NU Online News Service, June 29, 3:01 p.m. EDT

Congress today finally passed and sent to the President legislation providing long-term certainty for the National Flood Insurance Program.

The House voted just before 2 p.m., 373-52, to pass the legislation, and the Senate voted a few minutes later, 74-19, to send the legislation to President Obama.

Under the bill, the NFIP is reauthorized until Sept. 30, 2017.

The flood portion of the bill is Title II of H.R. 4348, the Surface Transportation Extension Act of 2012.

The NFIP has been operating under temporary extensions since Sept. 30, 2008.

Until mid-day Wednesday, it appeared that final action on the flood bill would be held up until July.

But then the leadership of both the House and Senate decided to reconcile legislation that had passed by the Senate Banking Committee last September, and passed by the full House last July.

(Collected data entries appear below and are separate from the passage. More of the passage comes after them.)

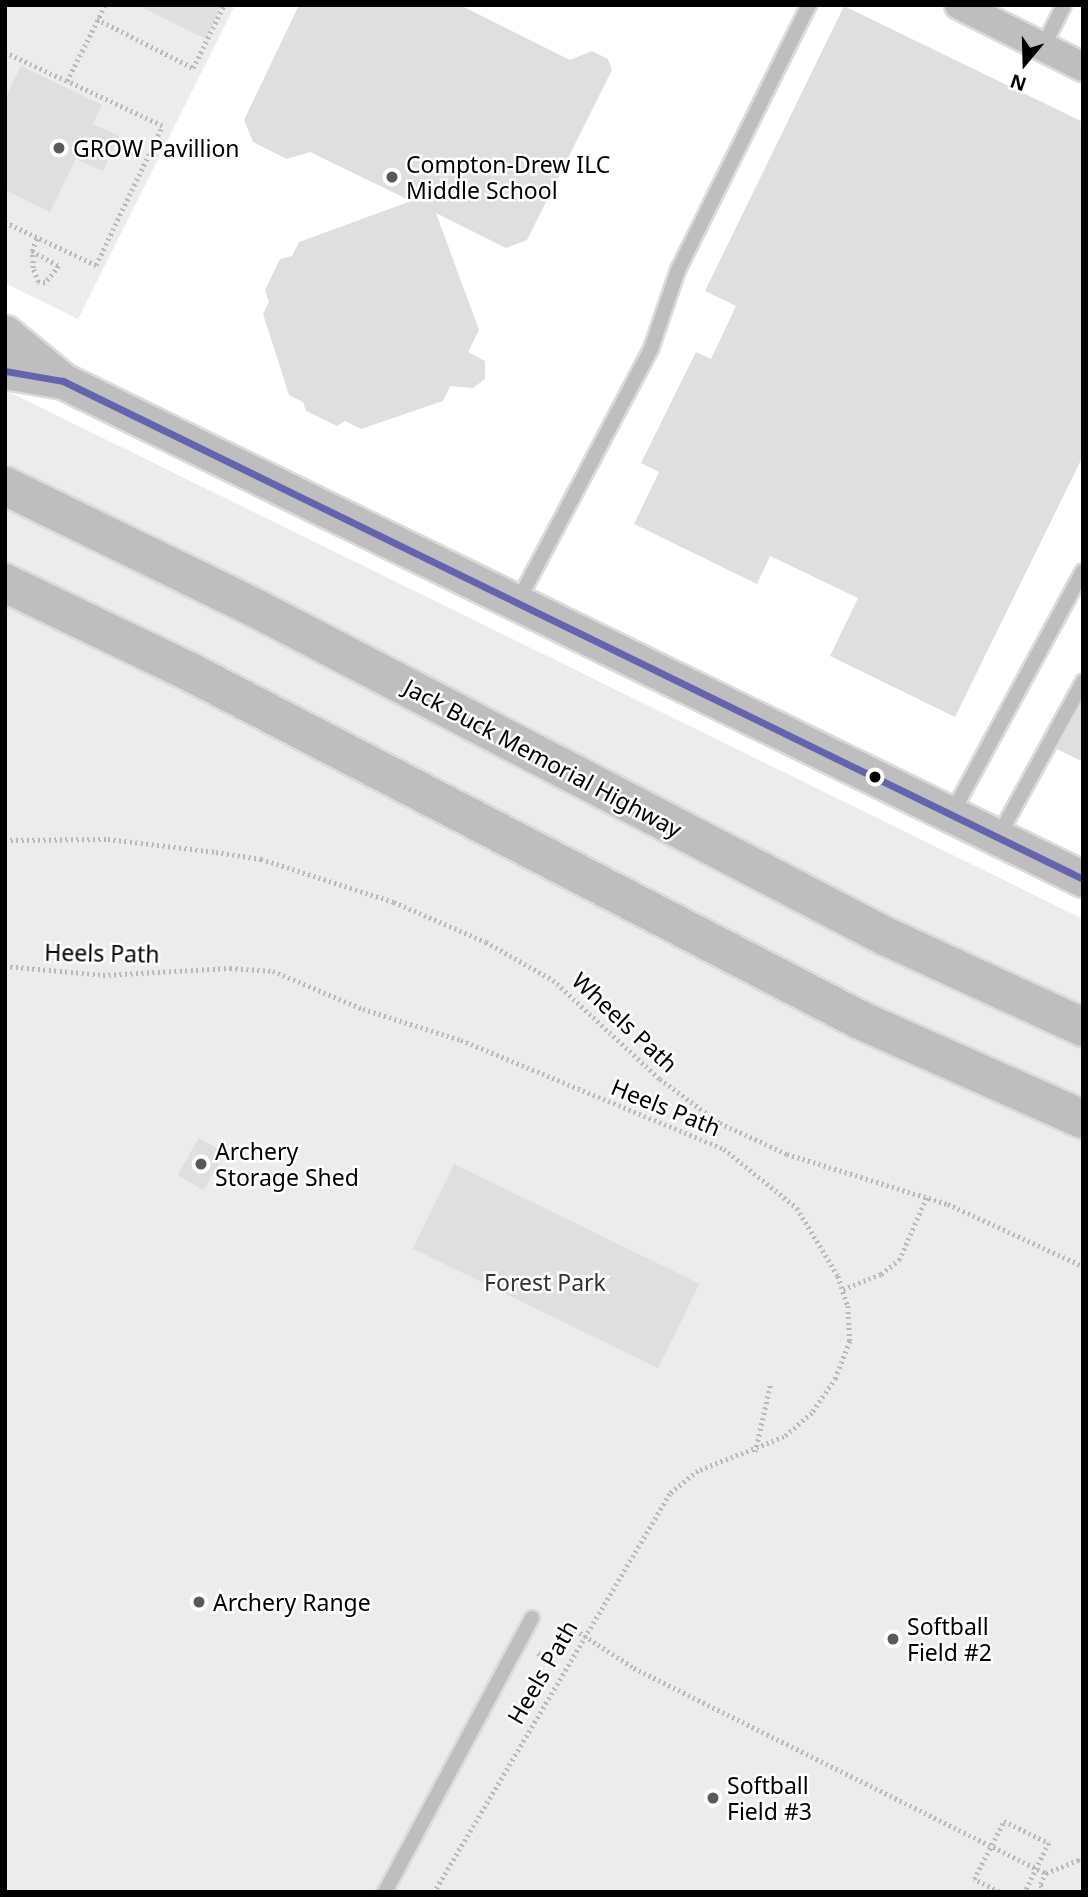 <!DOCTYPE html>
<style>
body{margin:0}
#map{position:relative;width:1088px;height:1897px;overflow:hidden;background:#fff;font-family:"Noto Sans",sans-serif}
div>[style]{position:absolute}
.green>*{inset:0;background:#ececec}
.building>*{inset:0;background:#dfdfdf;transform-origin:0 0}
.path>*{height:4.5px;margin-top:-2.25px;transform-origin:0;background:repeating-linear-gradient(90deg,#b9b9b9 0 2px,transparent 0 5.5px)}
.roads{filter:drop-shadow(2px 0 #dbdbdb) drop-shadow(-2px 0 #dbdbdb) drop-shadow(0 2px #dbdbdb) drop-shadow(0 -2px #dbdbdb)}
.service>*{height:14px;margin:-7px;padding:0 7px;transform-origin:7px;border-radius:7px;background:#bebebe}
.minor>*{height:28px;margin:-14px;padding:0 14px;transform-origin:14px;border-radius:14px;background:#bebebe}
.tertiary>*{height:35px;margin:-17.5px;padding:0 17.5px;transform-origin:17.5px;border-radius:17.5px;background:#bebebe}
.motorway>*{height:38px;margin:-19px;padding:0 19px;transform-origin:19px;border-radius:19px;background:#bebebe}
.bus-1>*{height:7px;margin:-3.5px;padding:0 3.5px;transform-origin:3.5px;border-radius:3.5px;background:#6364ad}
.dots>*{width:19px;height:19px;translate:-50% -50%;box-sizing:border-box;border:4px solid #fff;border-radius:50%}
span{translate:-50% -50%;white-space:nowrap;text-align:center;line-height:1.15;-webkit-text-stroke:5px #fff;paint-order:stroke}
.poi-label{font-size:23px;color:#000}
.left{translate:0 -50%;text-align:left}
.street-label{font-size:23px;color:#000}
.park-label{font-size:23px;color:#333}
.frame{position:absolute;inset:0;border:7px solid #000;pointer-events:none}
.north{position:absolute;left:990px;top:28px;width:70px;height:70px;-webkit-text-stroke:5px #fff;paint-order:stroke;rotate:199deg;font-size:19px;font-weight:700;line-height:28px;text-align:center;color:#000}
.north::after{content:'';display:block;margin:auto;width:24px;height:32px;background:#000;clip-path:polygon(50% 0,100% 100%,50% 72%,0 100%)}
</style>
<div id="map">
<div class="green">
<i style="clip-path:polygon(5px 5px,235px 5px,78px 319px,5px 283px)"></i>
<i style="clip-path:polygon(5px 390px,1083px 919px,1083px 1892px,5px 1892px)"></i>
</div>
<div class="building">
<i style="clip-path:polygon(137px 5px,222px 5px,206px 39px)"></i>
<i style="clip-path:polygon(299px 5px,460px 5px,570px 60px,592px 51px,608px 59px,612px 70px,527px 240px,506px 248px,436px 213px,479px 330px,468px 352px,485px 361px,485px 379px,473px 388px,450px 386px,443px 401px,361px 429px,345px 421px,337px 426px,306px 411px,303px 402px,289px 395px,263px 314px,269px 302px,265px 290px,280px 259px,292px 256px,299px 242px,411px 201px,310px 152px,287px 159px,253px 142px,244px 120px)"></i>
<i style="clip-path:polygon(844px 6px,1083px 122px,1083px 456px,955px 717px,830px 656px,858px 598px,770px 556px,757px 584px,634px 524px,659px 472px,641px 463px,696px 352px,711px 359px,736px 306px,705px 291px)"></i>
<i style="clip-path:polygon(21px 66px,102px 105px,93px 124px,119px 136px,103px 171px,76px 159px,50px 212px,5px 190px,5px 99px)"></i>
<i style="clip-path:polygon(1083px 702px,1083px 762px,1057px 749px)"></i>
<i style="left:199px;top:1138px;width:30px;height:43px;rotate:30deg"></i>
<i style="left:454px;top:1164px;width:273px;height:94px;rotate:26deg"></i>
</div>
<div class="path">
<i style="left:97px;top:19px;width:108px;rotate:27deg"></i>
<i style="left:193px;top:68px;width:70px;rotate:-63.8deg"></i>
<i style="left:5px;top:52px;width:68px;rotate:25.1deg"></i>
<i style="left:5px;top:222px;width:101px;rotate:25.3deg"></i>
<i style="left:96px;top:265px;width:148px;rotate:-64.5deg"></i>
<i style="left:160px;top:131px;width:5px;rotate:-68deg"></i>
<i style="left:162px;top:126px;width:105px;rotate:-154.7deg"></i>
<i style="left:67px;top:81px;width:85px;rotate:-63.4deg"></i>
<i style="left:32px;top:251px;width:31px;rotate:29deg"></i>
<i style="left:59px;top:266px;width:22px;rotate:129deg"></i>
<i style="left:45px;top:283px;width:7px;rotate:-172deg"></i>
<i style="left:38px;top:282px;width:15px;rotate:-110deg"></i>
<i style="left:33px;top:268px;width:17px;rotate:-93deg"></i>
<i style="left:32px;top:251px;width:15px;rotate:-70deg"></i>
<i style="left:5px;top:840px;width:103px;rotate:-0.6deg"></i>
<i style="left:108px;top:839px;width:109px;rotate:6.9deg"></i>
<i style="left:216px;top:852px;width:46px;rotate:8.8deg"></i>
<i style="left:261px;top:859px;width:140px;rotate:17.9deg"></i>
<i style="left:394px;top:902px;width:100px;rotate:23.5deg"></i>
<i style="left:486px;top:942px;width:77px;rotate:29.6deg"></i>
<i style="left:553px;top:980px;width:146px;rotate:42.8deg"></i>
<i style="left:660px;top:1079px;width:74px;rotate:36.3deg"></i>
<i style="left:720px;top:1123px;width:74px;rotate:24.8deg"></i>
<i style="left:787px;top:1154px;width:169px;rotate:17.3deg"></i>
<i style="left:948px;top:1204px;width:149px;rotate:24.7deg"></i>
<i style="left:5px;top:966px;width:98px;rotate:5.2deg"></i>
<i style="left:103px;top:975px;width:127px;rotate:-3.2deg"></i>
<i style="left:230px;top:968px;width:43px;rotate:4deg"></i>
<i style="left:273px;top:971px;width:98px;rotate:22.9deg"></i>
<i style="left:363px;top:1009px;width:103px;rotate:17.6deg"></i>
<i style="left:461px;top:1040px;width:285px;rotate:22.5deg"></i>
<i style="left:724px;top:1149px;width:94px;rotate:38.9deg"></i>
<i style="left:797px;top:1208px;width:79px;rotate:58.9deg"></i>
<i style="left:838px;top:1276px;width:32px;rotate:72deg"></i>
<i style="left:848px;top:1306px;width:35px;rotate:87deg"></i>
<i style="left:850px;top:1341px;width:40px;rotate:111deg"></i>
<i style="left:836px;top:1378px;width:42px;rotate:124.4deg"></i>
<i style="left:812px;top:1413px;width:37px;rotate:139deg"></i>
<i style="left:784px;top:1437px;width:92px;rotate:158.4deg"></i>
<i style="left:698px;top:1471px;width:36px;rotate:141deg"></i>
<i style="left:670px;top:1494px;width:462px;rotate:120.6deg"></i>
<i style="left:843px;top:1289px;width:41px;rotate:-21.5deg"></i>
<i style="left:881px;top:1274px;width:23px;rotate:-38deg"></i>
<i style="left:899px;top:1260px;width:70px;rotate:-66.4deg"></i>
<i style="left:755px;top:1452px;width:69px;rotate:-77.4deg"></i>
<i style="left:538px;top:1653px;width:9px;rotate:36deg"></i>
<i style="left:545px;top:1658px;width:40px;rotate:-58deg"></i>
<i style="left:566px;top:1624px;width:81px;rotate:32.9deg"></i>
<i style="left:634px;top:1668px;width:460px;rotate:26.5deg"></i>
<i style="left:1046px;top:1873px;width:35px;rotate:-22deg"></i>
<i style="left:1078px;top:1860px;width:6px;rotate:31deg"></i>
<i style="left:999px;top:1892px;width:28px;rotate:-153deg"></i>
<i style="left:974px;top:1879px;width:65px;rotate:-62.7deg"></i>
<i style="left:1004px;top:1821px;width:50px;rotate:26.1deg"></i>
<i style="left:1049px;top:1843px;width:55px;rotate:116.1deg"></i>
<i style="left:1044px;top:1892px;width:9px;rotate:-117deg"></i>
<i style="left:1040px;top:1884px;width:13px;rotate:-61deg"></i>
</div>
<div class="roads">
<div class="service">
<i style="left:1043px;top:47px;width:47px;rotate:-63.4deg"></i>
<i style="left:517px;top:603px;width:287px;rotate:-62.2deg"></i>
<i style="left:651px;top:349px;width:83px;rotate:-71.1deg"></i>
<i style="left:678px;top:270px;width:296px;rotate:-63.7deg"></i>
<i style="left:951px;top:815px;width:277px;rotate:-61.6deg"></i>
<i style="left:998px;top:837px;width:177px;rotate:-61.3deg"></i>
<i style="left:385px;top:1892px;width:311px;rotate:-61.8deg"></i>
</div>
<div class="minor">
<i style="left:959px;top:5px;width:139px;rotate:26.6deg"></i>
</div>
<div class="tertiary">
<i style="left:5px;top:333px;width:75px;rotate:39.6deg"></i>
<i style="left:5px;top:371px;width:59px;rotate:9.8deg"></i>
<i style="left:63px;top:381px;width:1135px;rotate:26.02deg"></i>
</div>
<div class="motorway">
<i style="left:5px;top:486px;width:283px;rotate:26deg"></i>
<i style="left:259px;top:610px;width:708px;rotate:27.51deg"></i>
<i style="left:887px;top:937px;width:216px;rotate:24.7deg"></i>
<i style="left:5px;top:583px;width:208px;rotate:25.7deg"></i>
<i style="left:192px;top:673px;width:751px;rotate:27.45deg"></i>
<i style="left:858px;top:1019px;width:246px;rotate:24deg"></i>
</div>
</div>
<div class="bus-1">
<i style="left:5px;top:371px;width:59px;rotate:9.8deg"></i>
<i style="left:63px;top:381px;width:1135px;rotate:26.02deg"></i>
</div>
<div class="dots">
<i style="left:59px;top:148px;background:#595959"></i>
<i style="left:392px;top:177px;background:#595959"></i>
<i style="left:875px;top:777px;background:#000"></i>
<i style="left:201px;top:1164px;background:#595959"></i>
<i style="left:199px;top:1602px;background:#595959"></i>
<i style="left:893px;top:1639px;background:#595959"></i>
<i style="left:713px;top:1798px;background:#595959"></i>
</div>
<div class="poi-label">
<span class="left" style="left:73px;top:148px">GROW Pavillion</span>
<span class="left" style="left:406px;top:177px">Compton-Drew ILC<br>Middle School</span>
<span class="left" style="left:215px;top:1164px">Archery<br>Storage Shed</span>
<span class="left" style="left:213px;top:1602px">Archery Range</span>
<span class="left" style="left:907px;top:1639px">Softball<br>Field #2</span>
<span class="left" style="left:727px;top:1798px">Softball<br>Field #3</span>
</div>
<div class="street-label">
<span style="left:543px;top:758px;rotate:28deg">Jack Buck Memorial Highway</span>
<span style="left:102px;top:953px;rotate:1deg">Heels Path</span>
<span style="left:625px;top:1022px;rotate:43deg">Wheels Path</span>
<span style="left:666px;top:1107px;rotate:22deg">Heels Path</span>
<span style="left:542px;top:1672px;rotate:-60deg">Heels Path</span>
</div>
<div class="park-label">
<span style="left:545px;top:1282px">Forest Park</span>
</div>
<div class="frame"></div>
<div class="north">N</div>
</div>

They included the legislation in a single bill that extends the highway transportation program until Sept. 2014 and retains the current rate on student loans for one year.

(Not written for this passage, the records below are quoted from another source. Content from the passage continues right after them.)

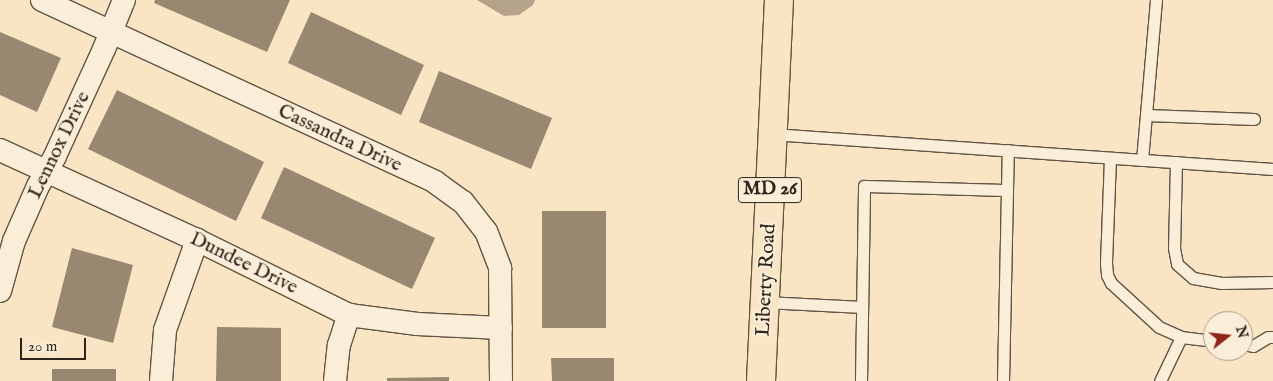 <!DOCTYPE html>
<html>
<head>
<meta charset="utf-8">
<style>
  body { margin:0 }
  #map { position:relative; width:1273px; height:381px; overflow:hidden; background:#f9e5c4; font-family:"IM FELL English",serif }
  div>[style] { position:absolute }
  .water>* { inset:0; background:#b4a38a }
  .building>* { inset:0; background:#988872 }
  .roads { filter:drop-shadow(1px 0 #625444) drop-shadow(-1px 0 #625444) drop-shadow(0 1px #625444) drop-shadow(0 -1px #625444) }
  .service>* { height:11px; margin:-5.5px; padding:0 5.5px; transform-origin:5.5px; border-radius:5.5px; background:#fbeed9 }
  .minor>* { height:22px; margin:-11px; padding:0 11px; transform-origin:11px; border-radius:11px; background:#fbeed9 }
  .primary>* { height:28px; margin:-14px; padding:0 14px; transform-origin:14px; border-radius:14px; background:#f9e5c4 }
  span { translate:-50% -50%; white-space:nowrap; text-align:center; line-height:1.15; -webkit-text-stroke:4px #fbeed9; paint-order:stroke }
  .shield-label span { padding:1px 4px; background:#fbeed9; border:1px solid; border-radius:4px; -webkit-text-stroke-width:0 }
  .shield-label { font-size:19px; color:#2f231a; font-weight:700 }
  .street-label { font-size:20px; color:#2f231a }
  .north { position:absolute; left:1203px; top:311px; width:50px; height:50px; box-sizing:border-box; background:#fbeed9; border:1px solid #a99d8d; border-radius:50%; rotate:74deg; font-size:14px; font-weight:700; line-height:20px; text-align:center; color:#2f231a }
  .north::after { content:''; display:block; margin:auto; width:18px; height:22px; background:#8f2418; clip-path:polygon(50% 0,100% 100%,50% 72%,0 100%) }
  .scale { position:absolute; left:20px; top:338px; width:66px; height:22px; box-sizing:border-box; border:2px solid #2f231a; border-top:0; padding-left:6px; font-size:15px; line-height:18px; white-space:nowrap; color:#2f231a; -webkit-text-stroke:4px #fbeed9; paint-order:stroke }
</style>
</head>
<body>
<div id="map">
  <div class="water">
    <i style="clip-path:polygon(477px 0,535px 0,533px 5px,519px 15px,504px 16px)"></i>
  </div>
  <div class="building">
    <i style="clip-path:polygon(155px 0,290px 0,267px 52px,154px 3px)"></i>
    <i style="clip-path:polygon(311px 12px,424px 65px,401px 115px,288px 63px)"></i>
    <i style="clip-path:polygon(0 32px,61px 58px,37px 112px,0 95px)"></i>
    <i style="clip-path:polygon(439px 71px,552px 118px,531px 169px,419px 122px)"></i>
    <i style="clip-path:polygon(117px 90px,264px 162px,236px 221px,88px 149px)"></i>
    <i style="clip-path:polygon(284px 167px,435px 238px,412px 289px,261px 218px)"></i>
    <i style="clip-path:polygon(542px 211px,606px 211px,606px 328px,542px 328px)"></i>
    <i style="clip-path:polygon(72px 248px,133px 265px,113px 343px,52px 327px)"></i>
    <i style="clip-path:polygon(217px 327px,281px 328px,281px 381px,216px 381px)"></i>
    <i style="clip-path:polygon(551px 358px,614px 358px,614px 381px,552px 381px)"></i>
    <i style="clip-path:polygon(52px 369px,116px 369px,116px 381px,52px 381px)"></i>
    <i style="clip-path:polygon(449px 377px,449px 381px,387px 381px,387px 378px)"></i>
  </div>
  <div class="roads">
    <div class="service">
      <i style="left:1146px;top:115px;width:108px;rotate:2.1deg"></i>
      <i style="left:772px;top:134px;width:502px;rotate:4deg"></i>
      <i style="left:1110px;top:158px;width:105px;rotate:92.2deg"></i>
      <i style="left:1106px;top:263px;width:12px;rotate:85deg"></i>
      <i style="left:1107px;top:275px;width:9px;rotate:63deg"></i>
      <i style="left:1111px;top:283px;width:65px;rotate:42.5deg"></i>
      <i style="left:1159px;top:327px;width:24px;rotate:24deg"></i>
      <i style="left:1181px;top:337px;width:32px;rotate:7deg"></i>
      <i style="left:1142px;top:160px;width:161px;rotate:-85deg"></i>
      <i style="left:1176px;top:162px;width:86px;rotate:91.3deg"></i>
      <i style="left:1174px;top:248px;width:16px;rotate:79deg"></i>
      <i style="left:1177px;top:264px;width:21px;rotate:41deg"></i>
      <i style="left:1193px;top:278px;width:29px;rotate:10deg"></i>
      <i style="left:1222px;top:283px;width:51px;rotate:-1.1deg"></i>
      <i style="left:765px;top:302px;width:97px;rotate:3deg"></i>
      <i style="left:1243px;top:344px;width:10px;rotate:11deg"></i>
      <i style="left:1253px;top:346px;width:17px;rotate:-31deg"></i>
      <i style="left:1268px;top:337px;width:5px"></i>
      <i style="left:861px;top:381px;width:195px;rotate:-89.1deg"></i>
      <i style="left:864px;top:186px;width:143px;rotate:1.6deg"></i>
      <i style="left:1003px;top:381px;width:231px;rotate:-88.8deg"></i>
      <i style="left:1160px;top:381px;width:49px;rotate:-64.5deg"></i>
    </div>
    <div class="minor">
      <i style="left:42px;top:0;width:433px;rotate:24.8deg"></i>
      <i style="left:435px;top:182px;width:34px;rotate:36deg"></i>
      <i style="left:463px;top:202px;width:37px;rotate:52deg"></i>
      <i style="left:486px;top:231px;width:40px;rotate:69deg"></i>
      <i style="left:500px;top:268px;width:113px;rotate:89.5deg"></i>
      <i style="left:0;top:150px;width:217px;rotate:24.6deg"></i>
      <i style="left:197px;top:240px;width:169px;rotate:26.3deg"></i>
      <i style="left:349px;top:315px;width:69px;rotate:7.5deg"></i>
      <i style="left:417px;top:324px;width:84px;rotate:2.7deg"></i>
      <i style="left:0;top:291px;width:52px;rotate:-74.4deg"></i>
      <i style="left:14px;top:241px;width:60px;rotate:-66.4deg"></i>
      <i style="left:38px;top:186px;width:34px;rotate:-60deg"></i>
      <i style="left:55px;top:156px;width:118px;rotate:-65.4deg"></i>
      <i style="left:104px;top:49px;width:53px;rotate:-67.8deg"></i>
      <i style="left:161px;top:381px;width:51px;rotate:-85.5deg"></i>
      <i style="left:165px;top:330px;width:96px;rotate:-70.4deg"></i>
      <i style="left:335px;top:381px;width:36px;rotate:-84deg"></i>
      <i style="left:339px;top:345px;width:32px;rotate:-72deg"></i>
    </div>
    <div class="primary">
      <i style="left:761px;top:381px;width:381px;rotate:-87.3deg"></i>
    </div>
  </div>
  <div class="shield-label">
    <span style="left:770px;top:190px">MD 26</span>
  </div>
  <div class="street-label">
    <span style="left:340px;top:138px;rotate:25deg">Cassandra Drive</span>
    <span style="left:59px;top:145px;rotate:-64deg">Lennox Drive</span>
    <span style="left:244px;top:263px;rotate:26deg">Dundee Drive</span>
    <span style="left:766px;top:280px;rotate:-87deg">Liberty Road</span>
  </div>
  <div class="north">N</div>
  <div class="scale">20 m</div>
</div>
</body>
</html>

The bill saw one final delay on Thursday due to demands by nine senators, led by Sen. Mark Pryor, D-Ark., that Sec. 107 of the Senate bill be removed from the legislation.

This section mandated that homeowners who live behind levees and other flood control structures buy flood insurance.

Under intense pressure, the Senate leadership agreed to remove the provision.

The final compromise merely allows Federal Emergency Management Agency to continue its ongoing analysis of how risk areas behind levees should be treated under the NFIP. 

 Key highlights of the legislation include allowing FEMA to raise rates a maximum of 20 percent annually, as compared to 10 percent annually under the current program.

It also mandates that rates for second homes, properties with repetitive flood claims and commercial properties will go up 20 percent over the next five years. That will be effective July 1.

The bill reiterates FEMA's authority to buy private reinsurance to back the program, which is aimed at reducing FEMA's reliance on Treasury loans to fund the program.

The reforms are projected to generate an additional $2.7 billion in new revenues over 10 years, according to the Congressional Budget Office.

The bill also authorizes FEMA and the Government Accountability Office to conduct a study on various options, methods, and strategies for privatizing the NFIP.

Furthermore, it requires lenders to accept non-NFIP backed flood-insurance coverage provided by a private entity if that coverage meets all the same requirements as NFIP-backed flood insurance.

Additionally, the legislation does not include language expanding NFIP insurance to include additional living expenses and business interruption lines of coverage, provisions that had been debated previously.

Language in the House bill that would force FEMA to return the approximately 800,000 flood properties formerly serviced by State Farm to the private sector was also deleted.

The bill does contain a compromise language on the controversial wind-v-water amendment.

The final provision, negotiated by Sen. Roger Wicker, R-Miss., calls for hurricane data collected by the National Oceanic and Atmospheric Administration in conjunction with engineering formulas to be developed by FEMA to double check flood-insurance claims on total-loss, "slab" properties.